Publié le 27 décembre 2025 à 17:01

Crédit Photo : Le Petit Lillois / Quentin Delcourt
Six mois après avoir quitté le LOSC, comment Gabriel Gudmundsson s’en sort-il en Premier League ? On fait le point.
Transféré cet été du LOSC vers le Yorkshire, Gabriel Gudmundsson découvrait la Premier League avec l’étiquette d’un joueur encore méconnu du grand public anglais. Six mois plus tard, le Suédois a-t-il réussi à faire oublier les frissons défensifs des saisons passées ? Pour dresser le bilan, nous avons interrogé Dave, abonné en tribune Don Revie depuis 30 ans, et Callum.
« Gudmund-who ? » et scepticisme
À Leeds, le mercato est toujours une période de stress intense. Lorsque le nom de Gudmundsson est sorti du chapeau, l’accueil fut tiède. Le club sortait d’années compliquées au poste de latéral gauche, souvent le talon d’Achille de l’équipe.
« Pour être honnête, quand l’annonce est tombée, ma première réaction a été : C’est qui ?, affirme Dave avouant le nombrilisme qui entoure la Premier League et ses fans. On avait besoin de certitudes défensives. Venant de Ligue 1, on a toujours peur que le joueur soit trop tendre physiquement pour les duels du samedi après-midi ici. On craignait un nouveau pari risqué. On savait qu’on signait un athlète, mais on ne savait pas si on signait un vrai footballeur de Premier League, » affirme-t-il dubitatif.
« Le LOSC est un bon endroit pour piocher de nouvelles recrues »
Callum, plus centré sur la DATA, était lui aussi mitigé malgré certaines de ses statistiques positives. « Sur le papier, ses stats de progression de balle étaient excellentes à Lille, mais son ratio de passes décisives m’inquiétait. Malgré l’analyse de ces statistiques avancées, le supporter se voulait optimiste. Je connais plutôt bien Lille, surtout après leur campagne en Ligue des Champions, et quand on voit les dernières ventes du LOSC, on se dit que c’est peut être un bon endroit où piocher de nouvelles recrues. »
Un premier bilan : Un « moteur » qui compense ses lacunes
Six mois ont passé, et le scepticisme a laissé place au respect. Si Gudmundsson n’est pas le joueur le plus soyeux techniquement, son volume de jeu a conquis un public qui valorise l’effort par-dessus tout.
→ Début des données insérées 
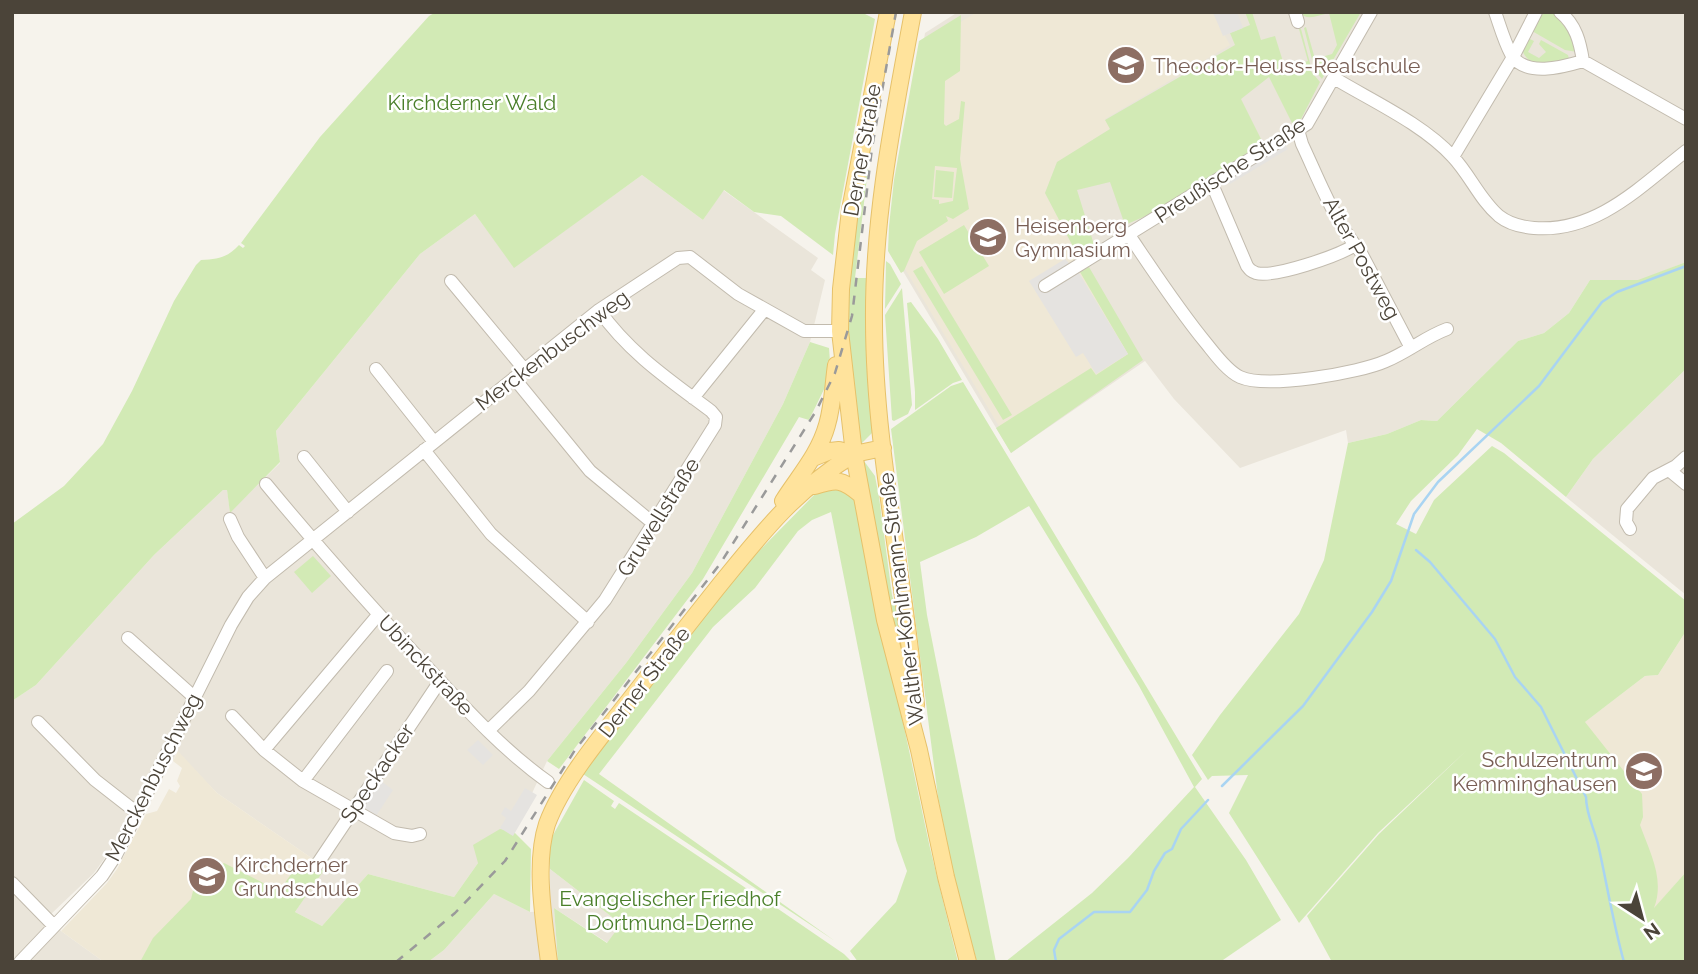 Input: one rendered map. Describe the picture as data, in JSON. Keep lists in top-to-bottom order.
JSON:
{
  "streets": {
    "main road": ["Derner Straße", "Walther-Kohlmann-Straße"],
    "street": [
      "Preußische Straße",
      "Alter Postweg",
      "Merckenbuschweg",
      "Gruwellstraße",
      "Ubinckstraße",
      "Speckacker"
    ]
  },
  "crossings": [
    ["Derner Straße", "Merckenbuschweg"],
    ["Derner Straße", "Walther-Kohlmann-Straße"],
    ["Preußische Straße", "Alter Postweg"],
    ["Merckenbuschweg", "Gruwellstraße"],
    ["Merckenbuschweg", "Walther-Kohlmann-Straße"],
    ["Merckenbuschweg", "Ubinckstraße"],
    ["Gruwellstraße", "Ubinckstraße"],
    ["Ubinckstraße", "Speckacker"]
  ],
  "parks": ["Kirchderner Wald", "Evangelischer Friedhof Dortmund-Derne"],
  "places": {
    "school or university": [
      "Theodor-Heuss-Realschule",
      "Heisenberg Gymnasium",
      "Schulzentrum Kemminghausen",
      "Kirchderner Grundschule"
    ]
  },
  "north": "bottom right"
} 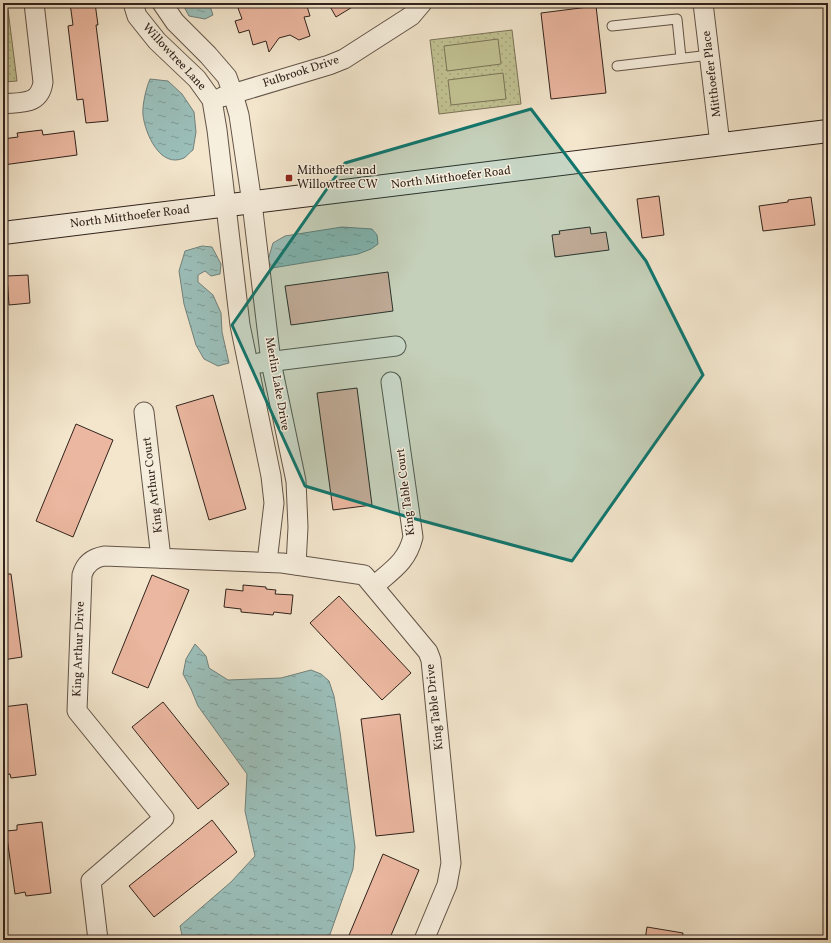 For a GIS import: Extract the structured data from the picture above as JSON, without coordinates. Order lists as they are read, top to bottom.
{
  "streets": {
    "main road": ["North Mitthoefer Road"],
    "street": [
      "Willowtree Lane",
      "Fulbrook Drive",
      "Mitthoefer Place",
      "Merlin Lake Drive",
      "King Arthur Court",
      "King Table Court",
      "King Arthur Drive",
      "King Table Drive"
    ]
  },
  "crossings": [
    ["Willowtree Lane", "Fulbrook Drive"],
    ["Willowtree Lane", "North Mitthoefer Road"],
    ["Willowtree Lane", "Merlin Lake Drive"],
    ["Mitthoefer Place", "North Mitthoefer Road"],
    ["North Mitthoefer Road", "Merlin Lake Drive"],
    ["Merlin Lake Drive", "King Arthur Drive"],
    ["Merlin Lake Drive", "King Table Drive"],
    ["King Arthur Court", "King Arthur Drive"],
    ["King Table Court", "King Table Drive"],
    ["King Arthur Drive", "King Table Drive"]
  ],
  "places": {
    "transit": ["Mithoeffer and Willowtree CW"]
  }
}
« Il a cette mentalité de chien de garde que les fans de Leeds adorent, explique Callum. Ce qui m’a frappé, c’est sa capacité à répéter les efforts à haute intensité. Dans le système de Farke, il couvre une distance hallucinante. Contre Liverpool, il a magnifiquement géré Mohammed Salah. Défensivement, il est beaucoup plus solide qu’on ne le pensait. Si les qualités défensives sont soulevées par les supporters, l’apport offensif n’en est pas moins salué. Il a un volume de course exceptionnel, ses montées face à Liverpool ont été assez incroyables ! »
Cependant, tout n’est pas parfait et Dave, en vieux briscard, pointe du doigt le défaut récurrent du Suédois : « C’est un soldat, c’est indiscutable. Mais bon sang, sa dernière passe… Il fait tout le travail, il remonte 40 mètres, il élimine un joueur, et au moment de centrer, ça finit en tribune ou sur le premier défenseur. C’est frustrant ! Mais on lui pardonne parce qu’il revient tacler dans la seconde qui suit. »
Quelle suite ?
Alors que la deuxième partie de saison s’annonce cruciale pour le maintien du club, quel rôle pour l’ancien Lillois ?
Pour Callum, il est désormais un titulaire en puissance, mais attention à la concurrence : « Il doit épurer son jeu technique. S’il arrive à lever la tête plus souvent dans les 30 derniers mètres, il peut devenir un chouchou du stade. Pour l’instant, c’est un 7/10, car il est consistant et régulier. Pour Leeds, l’objectif est clair : le maintien. On va avoir besoin d’un Gabriel Gudmundsson de haut niveau pour se maitenir »
« Sans lui, notre côté gauche prend l’eau »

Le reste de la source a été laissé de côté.